■ WHAT TO WORK ON
Repeat the listing verbatim. Drop any pictures.

■ EXERCISE DATA
──────────────────────────────
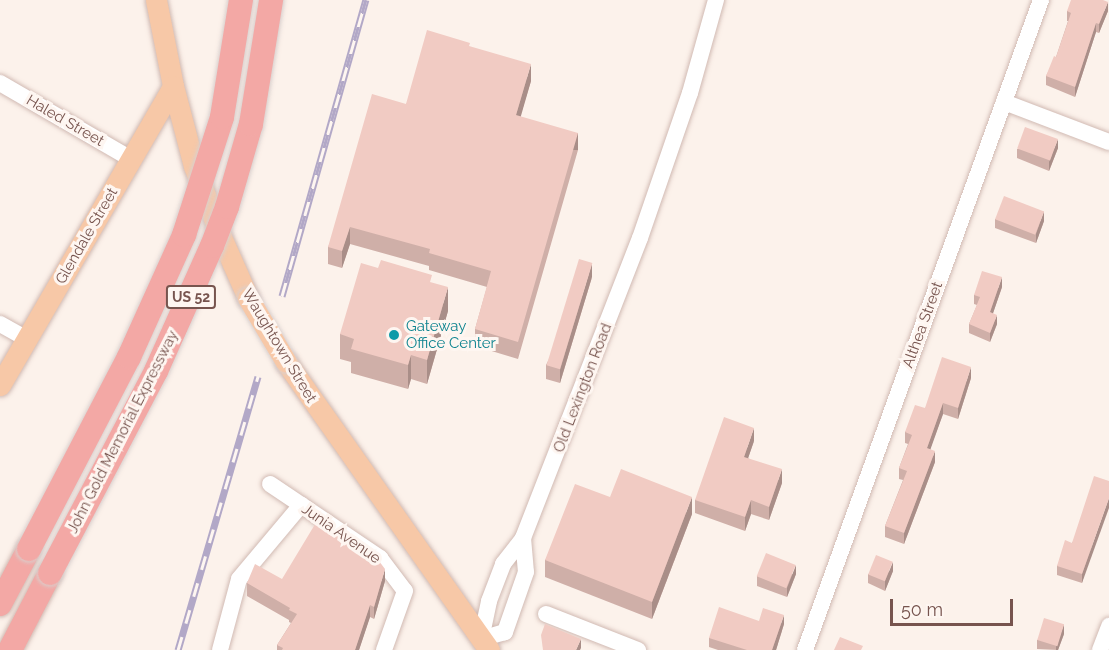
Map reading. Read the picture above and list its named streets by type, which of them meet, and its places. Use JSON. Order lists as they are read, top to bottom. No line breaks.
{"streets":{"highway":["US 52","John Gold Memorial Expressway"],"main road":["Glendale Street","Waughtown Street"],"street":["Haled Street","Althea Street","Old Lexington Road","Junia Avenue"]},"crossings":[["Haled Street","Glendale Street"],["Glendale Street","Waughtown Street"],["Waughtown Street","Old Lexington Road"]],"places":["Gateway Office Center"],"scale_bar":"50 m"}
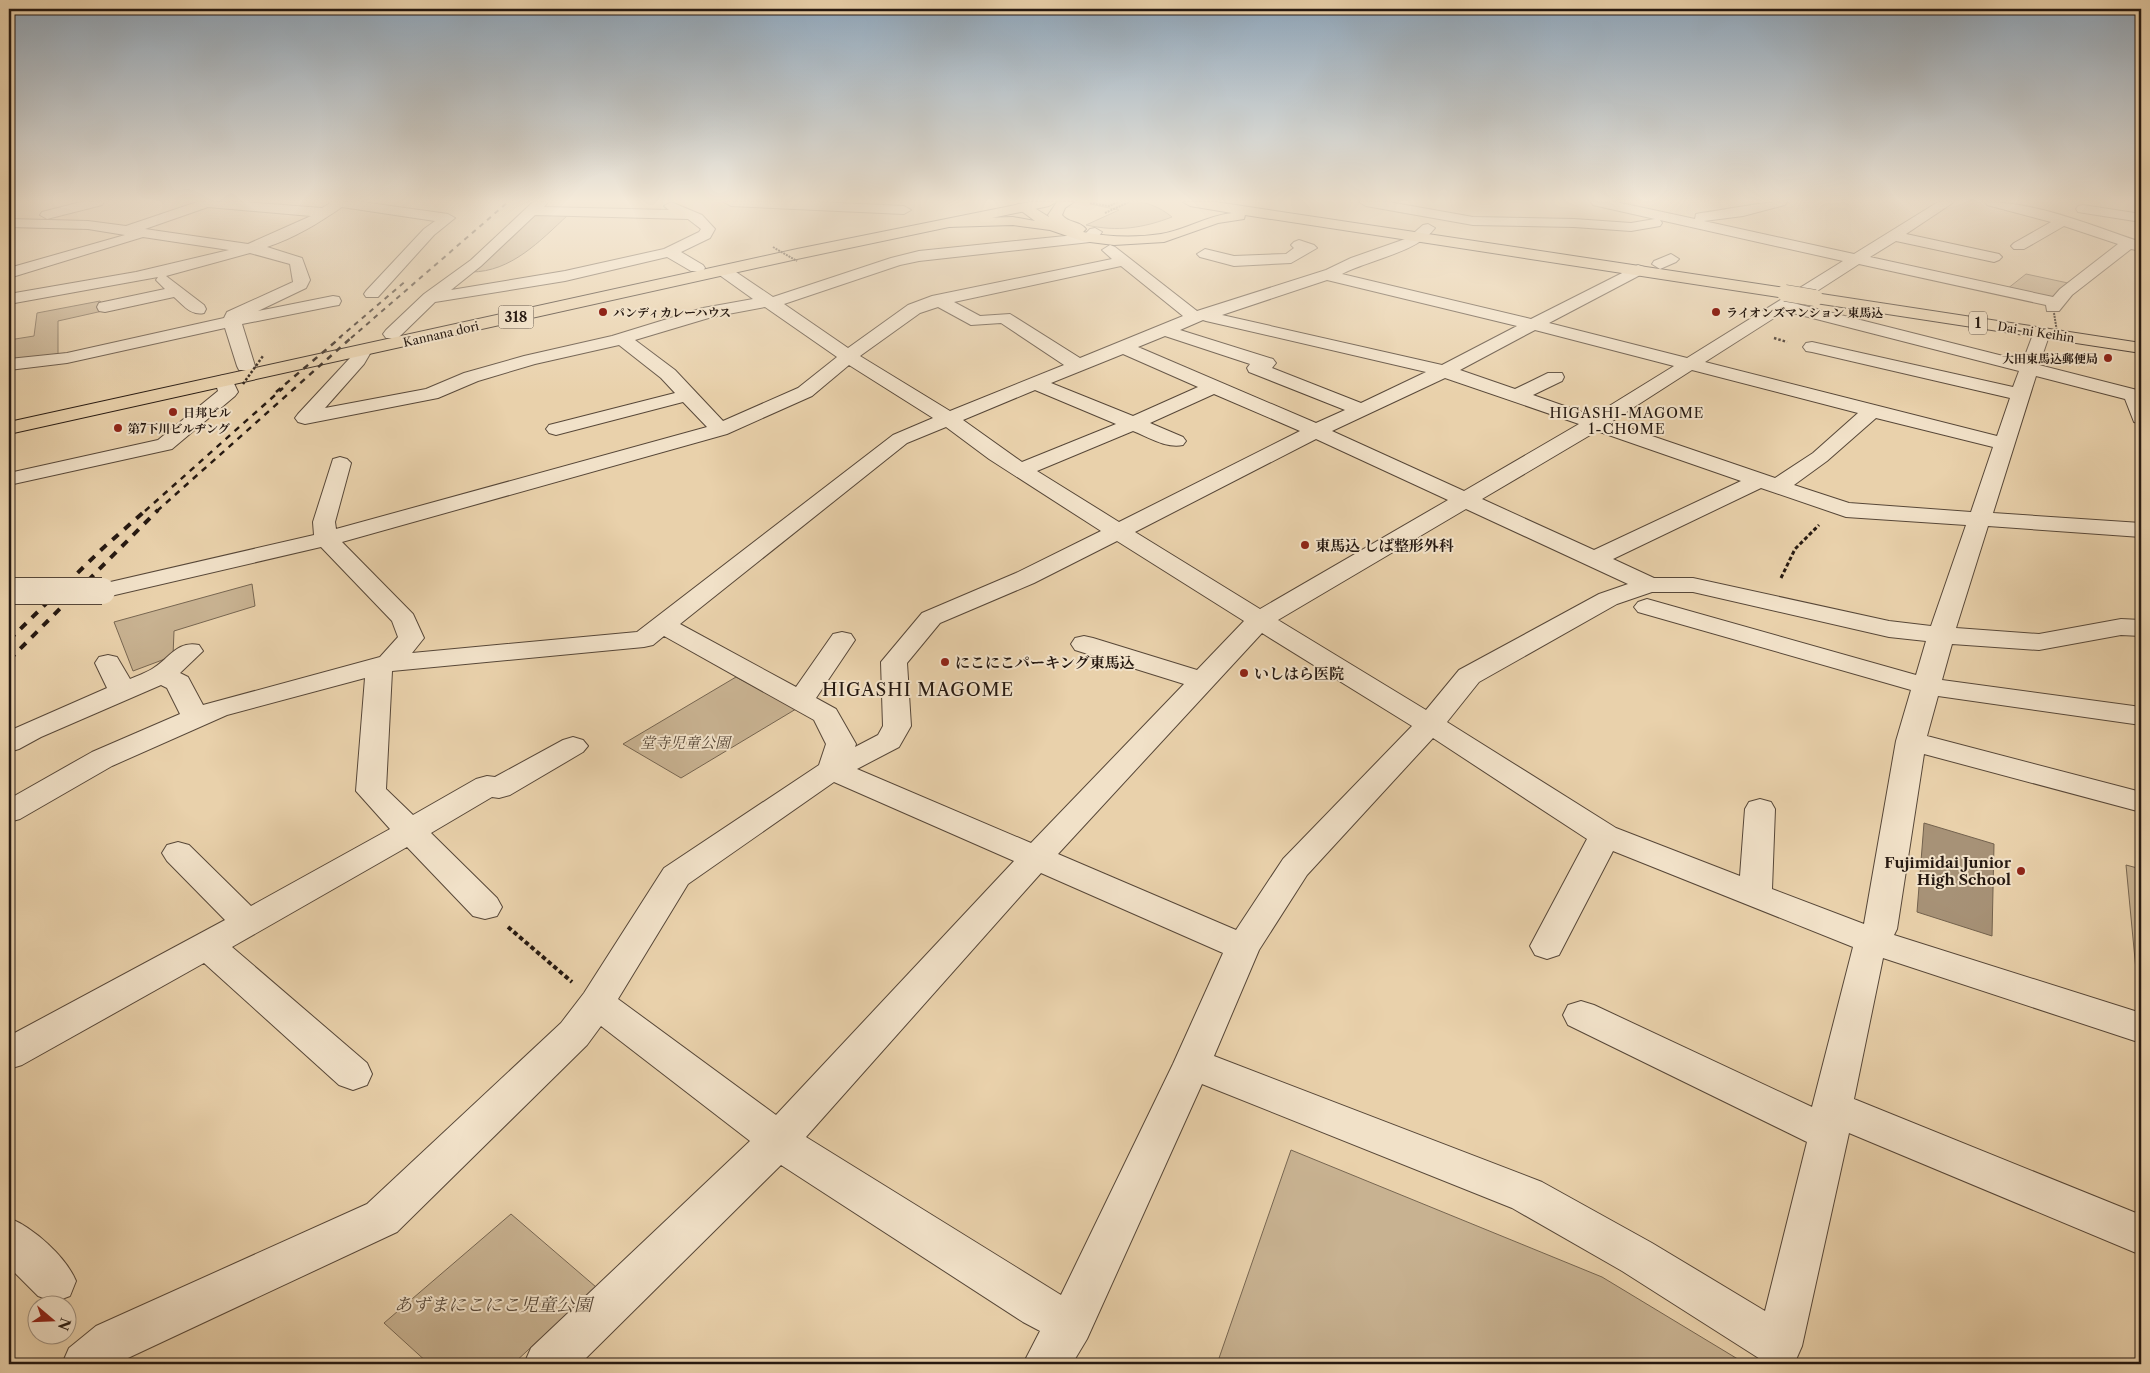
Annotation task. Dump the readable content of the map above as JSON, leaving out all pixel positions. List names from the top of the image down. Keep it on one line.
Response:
──────────────────────────────
■ SOLUTION BELOW
Map reading. Read the picture above and list its named streets by type, which of them meet, and its places. Use JSON. Order lists as they are read, top to bottom. No line breaks.
{"streets":{"highway":["US 52","John Gold Memorial Expressway"],"main road":["Glendale Street","Waughtown Street"],"street":["Haled Street","Althea Street","Old Lexington Road","Junia Avenue"]},"crossings":[["Haled Street","Glendale Street"],["Glendale Street","Waughtown Street"],["Waughtown Street","Old Lexington Road"]],"places":["Gateway Office Center"],"scale_bar":"50 m"}
Annotation task. Dump the readable content of the map above as JSON, leaving out all pixel positions. List names from the top of the image down. Keep it on one line.
Response:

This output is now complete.